48. US director and actor Billy Bob Thornton's "Sling Blade" (1996): A minor 'Citizen Kane'


It would be missing the forest for the trees to merely state that the story of Thornton's film and/or the performances were stunning.

No doubt the screenplay is good, if not captivating, in structure. The prologue before the credits balances the measured calmness that follows the remainder of the prologue of the film. Both segments have an uneasy and unreal muteness that is deafening to the viewers' sensibilities. The chair dragged by J.T. Walsh makes a noise that irritates you, while preparing you for the rest of the movie. The deliberately darkened room for the interview with the school girl seemed out-of-place for an inmate about to be released into the sunny world of freedom. The screenplay does seem to dig at a layer beyond the obvious—a corrections system that is far from perfect. The response of the lead character to J.T. Walsh at the end of the movie offers more for the viewer to re-evaluate what has preceded in the film. Having viewed Lars von Trier's Dogville, within hours of viewing Sling Blade, I could not but the see the parallels that emerge in both films—the vigilante element in the best among us and a critical appraisal of society we live in. Is it the sick person that takes the center stage or is the sick framework in our society taking the spotlight? Neither film is religious but both are asking humanistic and theological questions of the viewer.

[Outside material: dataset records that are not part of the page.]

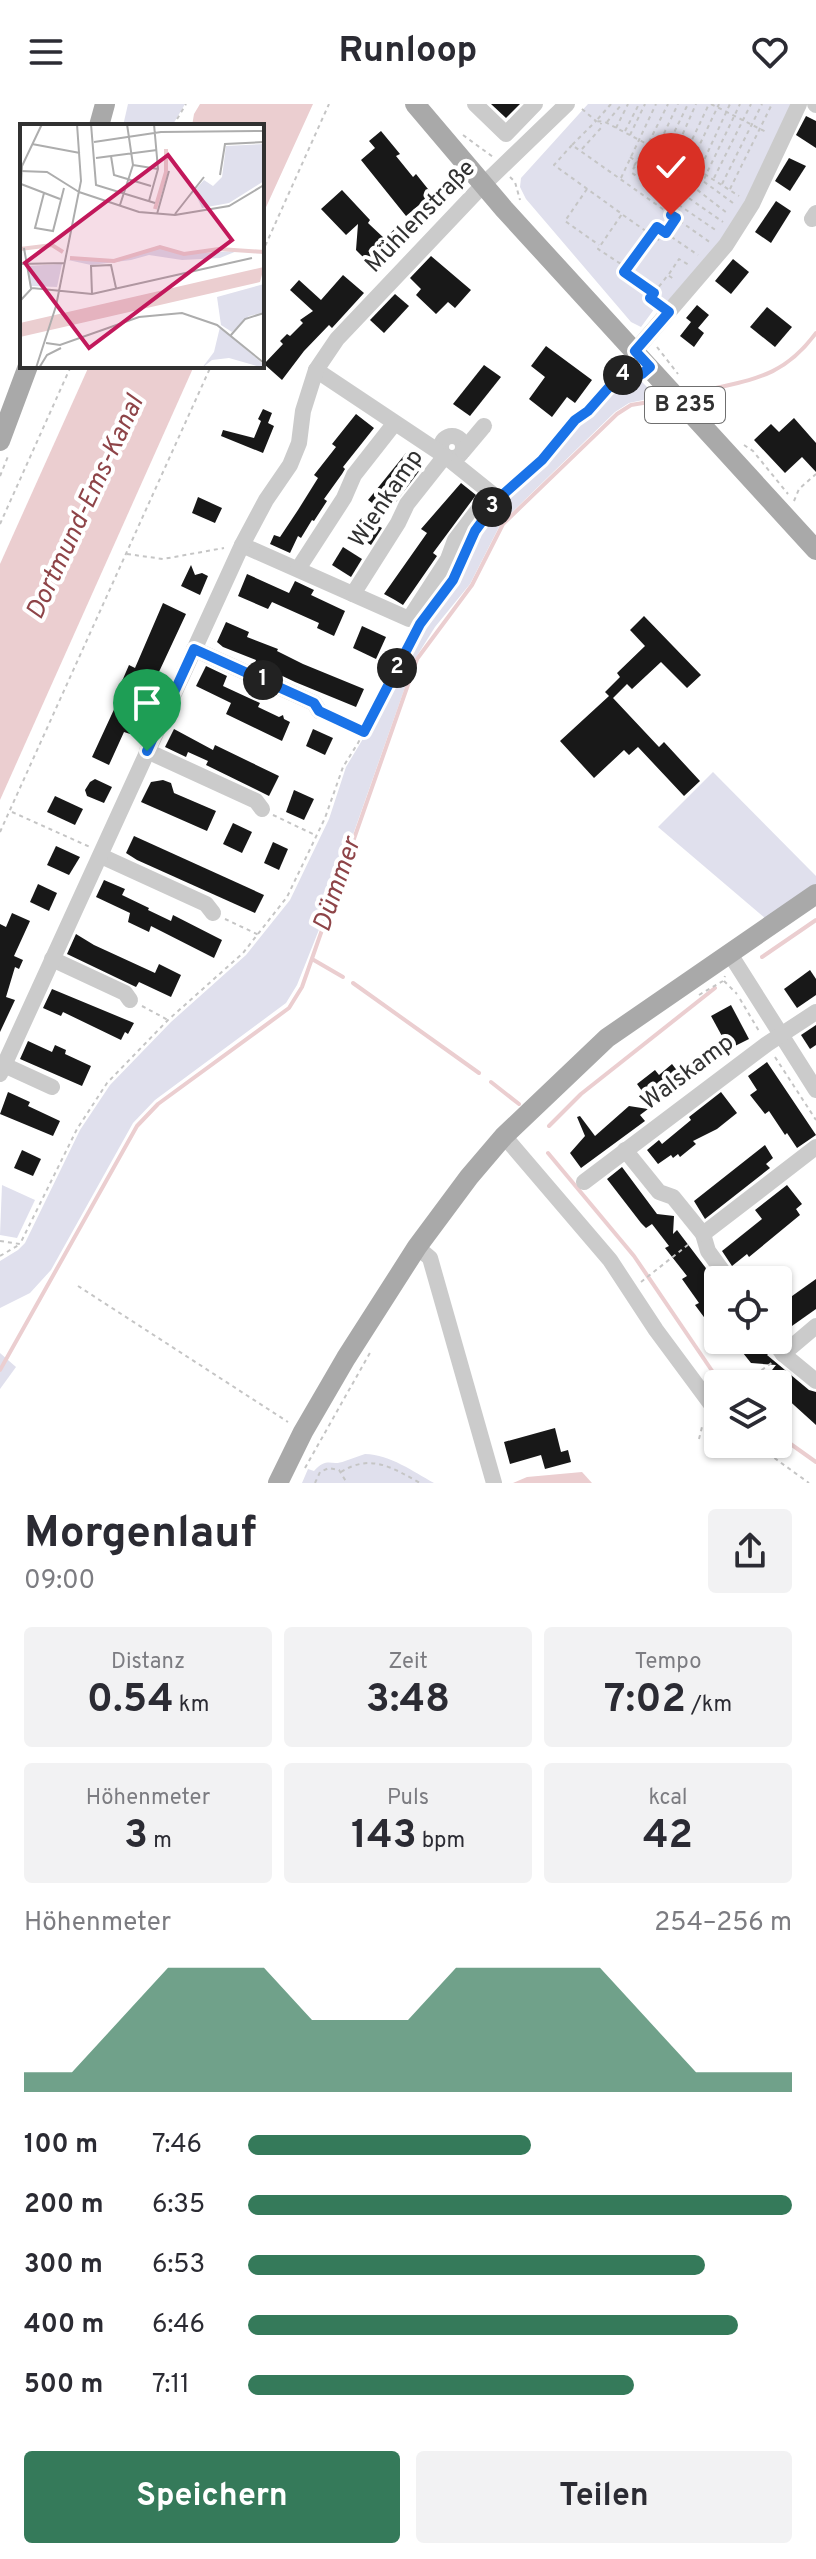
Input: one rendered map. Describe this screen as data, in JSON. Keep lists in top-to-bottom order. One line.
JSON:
{"streets":{"main road":["B 235"],"street":["Mühlenstraße","Wienkamp","Walskamp"]},"crossings":[["Mühlenstraße","B 235"],["Mühlenstraße","Wienkamp"]],"water":["Dortmund-Ems-Kanal","Dümmer"],"page":{"header":"Runloop","pins":["4","3","2","1"],"heading":["Morgenlauf","09:00"],"stats":[["Distanz","0.54 km"],["Zeit","3:48"],["Tempo","7:02 /km"],["Höhenmeter","3 m"],["Puls","143 bpm"],["kcal","42"]],"chart":["Höhenmeter","254–256 m"],"list":[{"name":"100 m","note":"7:46"},{"name":"200 m","note":"6:35"},{"name":"300 m","note":"6:53"},{"name":"400 m","note":"6:46"},{"name":"500 m","note":"7:11"}],"buttons":["Speichern","Teilen"]}}
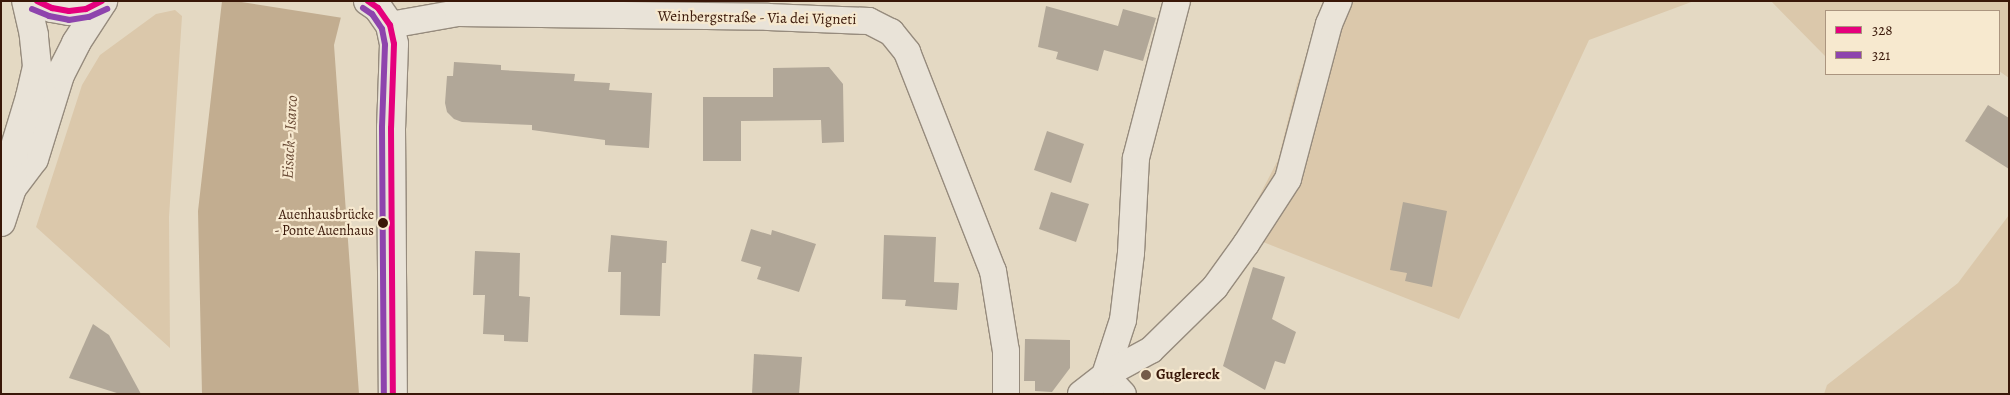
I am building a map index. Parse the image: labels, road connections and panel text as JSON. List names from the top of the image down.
{
  "streets": {
    "street": ["Weinbergstraße - Via dei Vigneti"]
  },
  "water": ["Eisack - Isarco"],
  "places": ["Auenhausbrücke - Ponte Auenhaus", "Guglereck"],
  "lines": ["transit line 328", "transit line 321"],
  "legend": ["328", "321"]
}
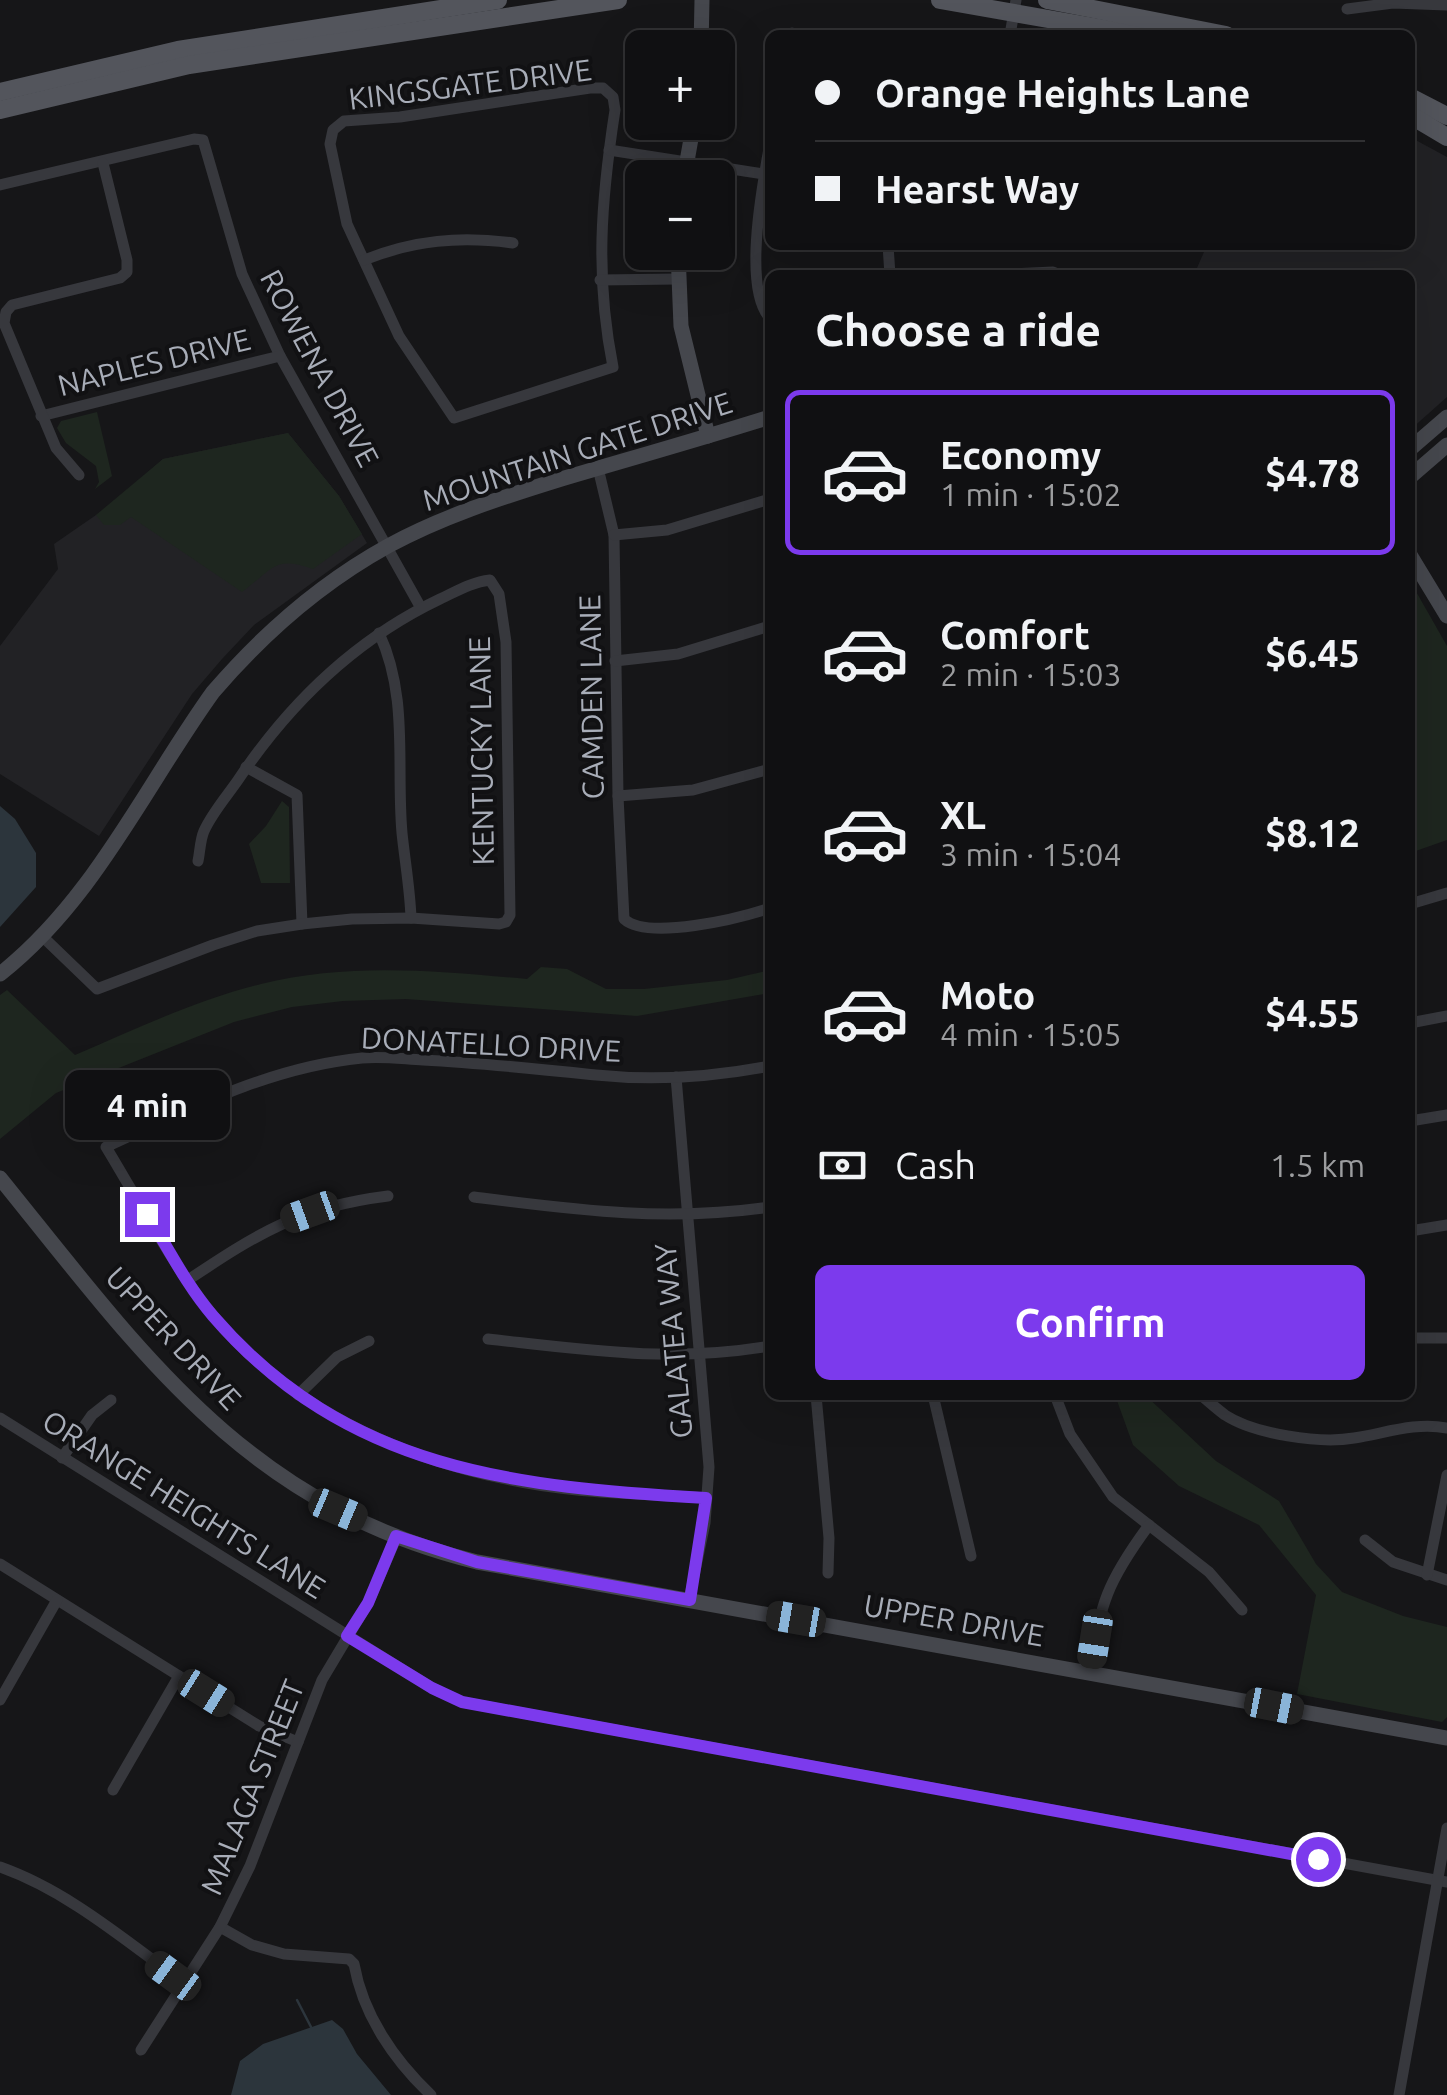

Thornton's performance is interesting and in many ways comparable to Malkovich's performance in Of Mice and Men or Duvall's performance in To Kill a Mockingbird. Are the viewers mesmerized by the actor's performance or by the writer Thornton's character? In my view the character Karl in Sling Blade is more interesting than the performance of Thornton. The director Thornton exploits the physical imperfections of the actor Thornton. Unlike Giullieta Masina in La Strada or Sir John Mills in Ryan's Daughter, the rare examples the performances outdid the character, Thornton, Malkovich and Duvall have all presented powerful imperfect characters that interest the viewer more than the performers. Thornton was able to gain the viewer's attention with his gait (with crushed glass in his shoes), his voice, and his facial contortions. In my view, Thornton was more impressive as an actor in Monster's Ball because the character was less "attractive" to the viewer.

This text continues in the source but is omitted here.